Pengrowth Energy Trust's (PGH) decision to cut its January distribution is tough on investors near term, but it was the right thing to do given the current economic climate, says Bank of Montreal analyst Gordon Tait.
Mr. Tait said in a note to clients:
We have been concerned about the sustainability of Pengrowth’s distribution level given the continued weakness in commodities. Therefore, the distribution cut is a step in the right direction. In light of the current credit and commodity price environment, we believe preserving a company’s balance sheet should be among the top operational and strategic priorities for management.
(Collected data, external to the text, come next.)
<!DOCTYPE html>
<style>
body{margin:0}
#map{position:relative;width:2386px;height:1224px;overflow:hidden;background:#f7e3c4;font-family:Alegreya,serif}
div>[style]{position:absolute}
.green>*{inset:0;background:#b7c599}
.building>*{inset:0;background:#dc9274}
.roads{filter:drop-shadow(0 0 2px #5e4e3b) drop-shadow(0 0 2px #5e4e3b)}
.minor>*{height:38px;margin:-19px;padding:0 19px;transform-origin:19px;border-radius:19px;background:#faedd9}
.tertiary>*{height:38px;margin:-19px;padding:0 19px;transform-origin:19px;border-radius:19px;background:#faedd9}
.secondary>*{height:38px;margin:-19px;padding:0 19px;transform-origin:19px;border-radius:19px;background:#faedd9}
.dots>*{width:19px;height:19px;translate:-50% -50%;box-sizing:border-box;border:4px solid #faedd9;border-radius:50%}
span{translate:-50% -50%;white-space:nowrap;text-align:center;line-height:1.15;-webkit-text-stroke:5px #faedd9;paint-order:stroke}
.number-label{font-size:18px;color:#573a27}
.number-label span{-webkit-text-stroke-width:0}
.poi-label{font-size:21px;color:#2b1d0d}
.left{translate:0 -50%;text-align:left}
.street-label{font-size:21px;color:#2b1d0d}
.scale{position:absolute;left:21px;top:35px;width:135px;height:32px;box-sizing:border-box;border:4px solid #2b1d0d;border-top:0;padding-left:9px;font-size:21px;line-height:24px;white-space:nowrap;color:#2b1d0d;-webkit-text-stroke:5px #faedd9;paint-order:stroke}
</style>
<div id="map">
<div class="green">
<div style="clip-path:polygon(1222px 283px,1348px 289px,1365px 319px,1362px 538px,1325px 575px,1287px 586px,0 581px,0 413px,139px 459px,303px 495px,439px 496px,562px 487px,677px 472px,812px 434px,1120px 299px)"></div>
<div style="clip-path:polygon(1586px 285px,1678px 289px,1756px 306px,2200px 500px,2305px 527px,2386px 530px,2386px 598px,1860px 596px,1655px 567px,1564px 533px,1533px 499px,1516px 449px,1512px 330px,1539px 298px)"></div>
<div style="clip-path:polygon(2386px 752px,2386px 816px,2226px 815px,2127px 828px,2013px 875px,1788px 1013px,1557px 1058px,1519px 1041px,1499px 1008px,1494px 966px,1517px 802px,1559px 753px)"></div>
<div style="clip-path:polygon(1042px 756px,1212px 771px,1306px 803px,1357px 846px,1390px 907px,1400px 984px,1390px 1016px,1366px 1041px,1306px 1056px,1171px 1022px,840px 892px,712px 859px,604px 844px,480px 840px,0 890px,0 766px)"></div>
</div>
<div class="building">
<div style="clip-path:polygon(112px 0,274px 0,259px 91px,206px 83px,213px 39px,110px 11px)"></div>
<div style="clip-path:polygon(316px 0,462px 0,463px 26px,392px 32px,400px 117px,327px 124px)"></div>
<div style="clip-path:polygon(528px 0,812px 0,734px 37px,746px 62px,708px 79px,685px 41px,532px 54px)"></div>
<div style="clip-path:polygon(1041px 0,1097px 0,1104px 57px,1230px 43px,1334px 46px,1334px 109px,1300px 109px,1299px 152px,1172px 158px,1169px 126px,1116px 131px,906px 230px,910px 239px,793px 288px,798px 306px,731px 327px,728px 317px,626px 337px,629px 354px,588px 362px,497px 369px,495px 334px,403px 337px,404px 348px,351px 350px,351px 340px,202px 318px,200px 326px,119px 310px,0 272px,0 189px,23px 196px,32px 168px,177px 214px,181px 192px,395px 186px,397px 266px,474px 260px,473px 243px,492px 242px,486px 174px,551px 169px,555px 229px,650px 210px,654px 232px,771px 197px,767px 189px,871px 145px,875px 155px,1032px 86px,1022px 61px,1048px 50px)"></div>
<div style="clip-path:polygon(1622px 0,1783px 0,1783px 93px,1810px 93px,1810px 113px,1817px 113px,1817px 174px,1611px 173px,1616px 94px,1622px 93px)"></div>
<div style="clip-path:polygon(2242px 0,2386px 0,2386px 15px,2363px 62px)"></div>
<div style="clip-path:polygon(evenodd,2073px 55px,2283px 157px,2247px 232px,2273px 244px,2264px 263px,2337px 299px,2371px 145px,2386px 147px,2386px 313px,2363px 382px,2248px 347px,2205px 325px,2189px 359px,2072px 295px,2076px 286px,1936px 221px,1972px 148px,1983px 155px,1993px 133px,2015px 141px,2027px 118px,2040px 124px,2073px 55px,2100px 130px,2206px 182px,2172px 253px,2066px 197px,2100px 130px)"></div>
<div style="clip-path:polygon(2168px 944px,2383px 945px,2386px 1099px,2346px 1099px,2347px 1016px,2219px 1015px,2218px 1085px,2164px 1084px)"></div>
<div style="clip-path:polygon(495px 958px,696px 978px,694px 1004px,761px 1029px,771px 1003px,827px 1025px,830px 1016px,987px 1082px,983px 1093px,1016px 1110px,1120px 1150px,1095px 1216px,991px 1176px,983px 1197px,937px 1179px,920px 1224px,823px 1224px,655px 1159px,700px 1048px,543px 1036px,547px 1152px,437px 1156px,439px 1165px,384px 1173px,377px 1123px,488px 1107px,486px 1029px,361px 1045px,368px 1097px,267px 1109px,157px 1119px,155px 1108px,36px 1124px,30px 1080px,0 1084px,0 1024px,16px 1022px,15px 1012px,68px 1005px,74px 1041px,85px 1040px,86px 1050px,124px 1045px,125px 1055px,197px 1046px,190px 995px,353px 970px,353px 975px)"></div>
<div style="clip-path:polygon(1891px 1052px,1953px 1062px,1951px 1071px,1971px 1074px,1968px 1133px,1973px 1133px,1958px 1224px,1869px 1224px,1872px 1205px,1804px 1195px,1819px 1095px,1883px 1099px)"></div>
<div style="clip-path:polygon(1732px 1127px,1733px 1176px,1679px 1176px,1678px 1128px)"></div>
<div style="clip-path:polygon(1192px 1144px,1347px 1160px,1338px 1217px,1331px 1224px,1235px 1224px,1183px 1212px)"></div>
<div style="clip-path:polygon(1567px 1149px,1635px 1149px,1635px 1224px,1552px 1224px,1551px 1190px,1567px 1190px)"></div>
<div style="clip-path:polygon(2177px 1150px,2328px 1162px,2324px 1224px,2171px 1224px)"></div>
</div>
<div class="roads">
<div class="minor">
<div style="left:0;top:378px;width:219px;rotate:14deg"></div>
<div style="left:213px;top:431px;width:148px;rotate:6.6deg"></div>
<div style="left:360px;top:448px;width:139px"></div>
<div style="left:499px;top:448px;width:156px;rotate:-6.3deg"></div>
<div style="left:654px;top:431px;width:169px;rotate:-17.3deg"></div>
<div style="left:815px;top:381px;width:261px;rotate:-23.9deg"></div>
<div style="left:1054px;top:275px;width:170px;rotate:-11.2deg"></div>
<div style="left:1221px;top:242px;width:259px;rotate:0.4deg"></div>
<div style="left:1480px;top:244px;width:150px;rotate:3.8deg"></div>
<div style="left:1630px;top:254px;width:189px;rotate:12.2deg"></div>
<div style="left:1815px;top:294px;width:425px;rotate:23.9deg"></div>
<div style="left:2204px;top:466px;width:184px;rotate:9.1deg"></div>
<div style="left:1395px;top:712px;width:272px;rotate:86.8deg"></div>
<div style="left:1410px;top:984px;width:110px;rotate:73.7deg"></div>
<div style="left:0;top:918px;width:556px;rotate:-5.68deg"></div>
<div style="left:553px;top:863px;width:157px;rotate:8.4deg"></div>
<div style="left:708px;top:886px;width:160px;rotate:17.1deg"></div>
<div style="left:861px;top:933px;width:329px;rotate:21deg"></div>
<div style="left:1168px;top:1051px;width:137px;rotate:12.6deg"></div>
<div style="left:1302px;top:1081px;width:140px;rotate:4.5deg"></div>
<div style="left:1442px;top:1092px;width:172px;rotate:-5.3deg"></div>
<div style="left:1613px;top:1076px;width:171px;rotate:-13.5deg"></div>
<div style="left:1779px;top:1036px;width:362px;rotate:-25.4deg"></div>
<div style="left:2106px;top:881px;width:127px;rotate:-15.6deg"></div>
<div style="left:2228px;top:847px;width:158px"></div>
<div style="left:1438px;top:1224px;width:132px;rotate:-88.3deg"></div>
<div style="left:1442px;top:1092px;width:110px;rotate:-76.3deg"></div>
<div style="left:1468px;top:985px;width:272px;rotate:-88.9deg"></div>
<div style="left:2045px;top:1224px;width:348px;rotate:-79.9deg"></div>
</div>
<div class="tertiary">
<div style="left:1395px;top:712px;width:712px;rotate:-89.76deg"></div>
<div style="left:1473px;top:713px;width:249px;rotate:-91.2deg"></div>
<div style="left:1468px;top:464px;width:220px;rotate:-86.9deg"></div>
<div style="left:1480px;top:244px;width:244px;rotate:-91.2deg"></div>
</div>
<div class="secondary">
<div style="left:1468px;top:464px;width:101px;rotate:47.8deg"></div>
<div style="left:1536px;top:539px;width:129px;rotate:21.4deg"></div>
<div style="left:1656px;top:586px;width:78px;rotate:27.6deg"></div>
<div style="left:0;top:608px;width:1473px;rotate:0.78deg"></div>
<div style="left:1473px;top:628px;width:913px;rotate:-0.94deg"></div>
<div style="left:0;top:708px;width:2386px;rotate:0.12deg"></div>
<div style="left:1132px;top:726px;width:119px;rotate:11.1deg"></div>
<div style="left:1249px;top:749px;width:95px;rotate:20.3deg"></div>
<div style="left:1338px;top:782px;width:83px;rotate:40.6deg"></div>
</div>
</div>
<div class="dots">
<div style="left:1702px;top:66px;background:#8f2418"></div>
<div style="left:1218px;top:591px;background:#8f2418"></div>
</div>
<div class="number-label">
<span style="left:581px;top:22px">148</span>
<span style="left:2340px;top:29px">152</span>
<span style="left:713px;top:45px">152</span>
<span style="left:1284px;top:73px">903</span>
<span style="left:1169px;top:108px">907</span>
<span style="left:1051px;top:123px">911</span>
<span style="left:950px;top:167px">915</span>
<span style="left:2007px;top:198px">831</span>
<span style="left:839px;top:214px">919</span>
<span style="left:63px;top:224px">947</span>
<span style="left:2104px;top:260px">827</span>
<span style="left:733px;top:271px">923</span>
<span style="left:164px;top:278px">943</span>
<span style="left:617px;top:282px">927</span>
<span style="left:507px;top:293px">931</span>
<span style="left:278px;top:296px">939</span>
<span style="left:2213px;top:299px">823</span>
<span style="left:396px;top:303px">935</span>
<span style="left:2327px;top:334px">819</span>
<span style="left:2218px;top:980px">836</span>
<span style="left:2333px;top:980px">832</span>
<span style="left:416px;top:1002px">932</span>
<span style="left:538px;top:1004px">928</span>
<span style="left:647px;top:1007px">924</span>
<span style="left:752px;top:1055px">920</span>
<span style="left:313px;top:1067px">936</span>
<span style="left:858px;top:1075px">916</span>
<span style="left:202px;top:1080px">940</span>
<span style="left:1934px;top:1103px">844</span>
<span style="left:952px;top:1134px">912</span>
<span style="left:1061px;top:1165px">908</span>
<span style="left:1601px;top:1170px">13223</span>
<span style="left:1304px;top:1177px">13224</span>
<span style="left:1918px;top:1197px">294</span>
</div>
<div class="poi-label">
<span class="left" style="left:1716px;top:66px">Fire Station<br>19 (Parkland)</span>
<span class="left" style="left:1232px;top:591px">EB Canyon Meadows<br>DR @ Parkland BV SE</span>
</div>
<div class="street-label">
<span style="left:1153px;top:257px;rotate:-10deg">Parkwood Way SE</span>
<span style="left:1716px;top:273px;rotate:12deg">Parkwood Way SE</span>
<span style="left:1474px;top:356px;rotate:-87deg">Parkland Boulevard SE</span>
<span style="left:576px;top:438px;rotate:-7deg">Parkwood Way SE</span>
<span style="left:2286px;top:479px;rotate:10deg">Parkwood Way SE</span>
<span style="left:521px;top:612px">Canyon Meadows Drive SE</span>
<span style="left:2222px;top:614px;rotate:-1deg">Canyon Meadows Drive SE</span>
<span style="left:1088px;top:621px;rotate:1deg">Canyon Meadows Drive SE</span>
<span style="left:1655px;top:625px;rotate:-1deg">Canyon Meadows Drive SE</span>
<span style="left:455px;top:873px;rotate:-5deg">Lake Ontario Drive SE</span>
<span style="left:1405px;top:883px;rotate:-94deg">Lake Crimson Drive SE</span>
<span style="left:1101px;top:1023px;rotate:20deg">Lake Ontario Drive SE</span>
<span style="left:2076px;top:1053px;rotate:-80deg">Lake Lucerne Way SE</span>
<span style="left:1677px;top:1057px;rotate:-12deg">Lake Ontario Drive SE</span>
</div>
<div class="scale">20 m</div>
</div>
Pengrowth said Thursday after market close that it was reducing next month's distribution by 25% from C$0.22.5 per unit to C$0.17 per unit. Shares, which climbed 5% to C$9.75 on Friday, were down 5% to C$9.18 at 12:30 p.m. ET on Monday.
Mr. Tait reduced his cash distribution estimates to C$2.59 per unit from C$2.70 in 2008, and to C$2.04 from C$2.30 in 2009 and 2010. He also calculated the trust’s basic payout ratio to be 70% in 2008, 76% in 2009 and 2010. The analyst maintained his "market perform" rating and dropped his price target from C$14 to C$13.
In addition to lowering the distribution, Pengrowth also lowered its 2009 capital budget by 47% to C$215-million.
Mr. Tait noted that despite the significant reduction in the capital budget, Pengrowth's production is only expected to fall 6% next year.